Exercise —
From the records below, return every line containing the word "BLUCHER".

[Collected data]
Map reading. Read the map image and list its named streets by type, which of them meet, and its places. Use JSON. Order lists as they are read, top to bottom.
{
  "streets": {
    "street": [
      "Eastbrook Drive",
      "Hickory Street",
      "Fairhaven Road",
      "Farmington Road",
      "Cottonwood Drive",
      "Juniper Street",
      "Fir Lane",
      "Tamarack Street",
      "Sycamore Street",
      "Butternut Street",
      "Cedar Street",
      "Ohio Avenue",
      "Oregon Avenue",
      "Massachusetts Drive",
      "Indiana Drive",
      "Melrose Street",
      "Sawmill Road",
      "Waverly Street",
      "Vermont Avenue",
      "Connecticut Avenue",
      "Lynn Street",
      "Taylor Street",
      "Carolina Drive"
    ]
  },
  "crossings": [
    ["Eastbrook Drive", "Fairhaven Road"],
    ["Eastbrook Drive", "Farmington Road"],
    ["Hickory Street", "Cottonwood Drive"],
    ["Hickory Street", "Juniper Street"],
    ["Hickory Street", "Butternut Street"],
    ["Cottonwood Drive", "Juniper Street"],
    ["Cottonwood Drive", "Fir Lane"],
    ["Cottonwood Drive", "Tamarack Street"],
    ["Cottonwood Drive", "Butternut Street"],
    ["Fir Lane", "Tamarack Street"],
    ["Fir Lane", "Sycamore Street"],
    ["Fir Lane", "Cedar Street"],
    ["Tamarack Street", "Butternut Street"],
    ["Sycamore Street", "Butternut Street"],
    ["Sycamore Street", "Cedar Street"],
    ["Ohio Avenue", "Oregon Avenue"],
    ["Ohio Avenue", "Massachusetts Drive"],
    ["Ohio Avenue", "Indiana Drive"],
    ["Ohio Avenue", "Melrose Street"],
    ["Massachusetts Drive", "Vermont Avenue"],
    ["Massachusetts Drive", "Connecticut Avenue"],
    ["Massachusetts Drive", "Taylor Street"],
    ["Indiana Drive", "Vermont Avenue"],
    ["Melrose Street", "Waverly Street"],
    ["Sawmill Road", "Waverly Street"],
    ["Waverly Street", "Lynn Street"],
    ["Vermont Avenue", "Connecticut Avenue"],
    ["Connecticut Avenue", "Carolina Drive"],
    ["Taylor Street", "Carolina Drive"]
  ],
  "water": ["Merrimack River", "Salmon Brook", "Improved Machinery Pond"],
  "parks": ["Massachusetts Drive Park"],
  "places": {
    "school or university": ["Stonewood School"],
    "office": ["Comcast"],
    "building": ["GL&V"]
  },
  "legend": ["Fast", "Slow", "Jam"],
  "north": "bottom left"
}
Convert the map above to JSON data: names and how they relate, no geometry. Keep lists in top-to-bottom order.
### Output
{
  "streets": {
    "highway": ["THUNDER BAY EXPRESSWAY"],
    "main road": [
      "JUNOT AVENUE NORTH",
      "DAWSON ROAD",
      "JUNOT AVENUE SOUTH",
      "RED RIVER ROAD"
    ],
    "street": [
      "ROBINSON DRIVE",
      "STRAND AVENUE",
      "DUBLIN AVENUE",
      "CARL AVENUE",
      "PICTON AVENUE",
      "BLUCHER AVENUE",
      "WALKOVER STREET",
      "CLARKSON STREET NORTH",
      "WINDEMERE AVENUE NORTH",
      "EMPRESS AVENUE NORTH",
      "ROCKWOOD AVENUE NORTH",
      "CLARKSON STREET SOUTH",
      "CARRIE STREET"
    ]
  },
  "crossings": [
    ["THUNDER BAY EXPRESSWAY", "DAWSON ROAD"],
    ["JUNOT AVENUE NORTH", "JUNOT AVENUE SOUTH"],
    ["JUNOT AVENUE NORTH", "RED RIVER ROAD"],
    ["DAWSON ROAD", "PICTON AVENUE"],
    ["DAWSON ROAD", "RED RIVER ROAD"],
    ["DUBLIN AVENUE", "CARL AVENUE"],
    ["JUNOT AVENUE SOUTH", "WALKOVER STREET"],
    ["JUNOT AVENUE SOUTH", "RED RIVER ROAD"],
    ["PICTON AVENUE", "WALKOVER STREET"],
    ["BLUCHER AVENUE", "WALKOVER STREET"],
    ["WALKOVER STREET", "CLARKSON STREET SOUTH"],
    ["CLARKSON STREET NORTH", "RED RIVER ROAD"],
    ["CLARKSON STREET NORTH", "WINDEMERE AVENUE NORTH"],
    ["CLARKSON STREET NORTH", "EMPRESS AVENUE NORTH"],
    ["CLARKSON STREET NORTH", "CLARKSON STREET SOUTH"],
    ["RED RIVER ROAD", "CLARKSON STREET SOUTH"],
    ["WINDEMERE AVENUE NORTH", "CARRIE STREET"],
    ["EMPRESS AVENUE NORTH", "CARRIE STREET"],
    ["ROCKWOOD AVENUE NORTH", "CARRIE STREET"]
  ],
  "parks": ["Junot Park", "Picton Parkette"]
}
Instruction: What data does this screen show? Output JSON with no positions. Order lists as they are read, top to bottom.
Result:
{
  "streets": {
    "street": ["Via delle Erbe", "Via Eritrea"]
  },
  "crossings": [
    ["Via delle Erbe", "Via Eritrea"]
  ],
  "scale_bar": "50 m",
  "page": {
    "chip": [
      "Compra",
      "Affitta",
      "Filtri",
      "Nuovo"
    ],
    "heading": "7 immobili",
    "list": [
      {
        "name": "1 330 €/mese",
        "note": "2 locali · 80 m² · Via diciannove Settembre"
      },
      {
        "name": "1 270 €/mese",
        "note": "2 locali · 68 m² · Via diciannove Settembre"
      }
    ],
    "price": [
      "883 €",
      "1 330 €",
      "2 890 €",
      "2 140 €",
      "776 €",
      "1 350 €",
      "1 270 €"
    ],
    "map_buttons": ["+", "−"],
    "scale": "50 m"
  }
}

Task result —
      "BLUCHER AVENUE",
    ["BLUCHER AVENUE", "WALKOVER STREET"],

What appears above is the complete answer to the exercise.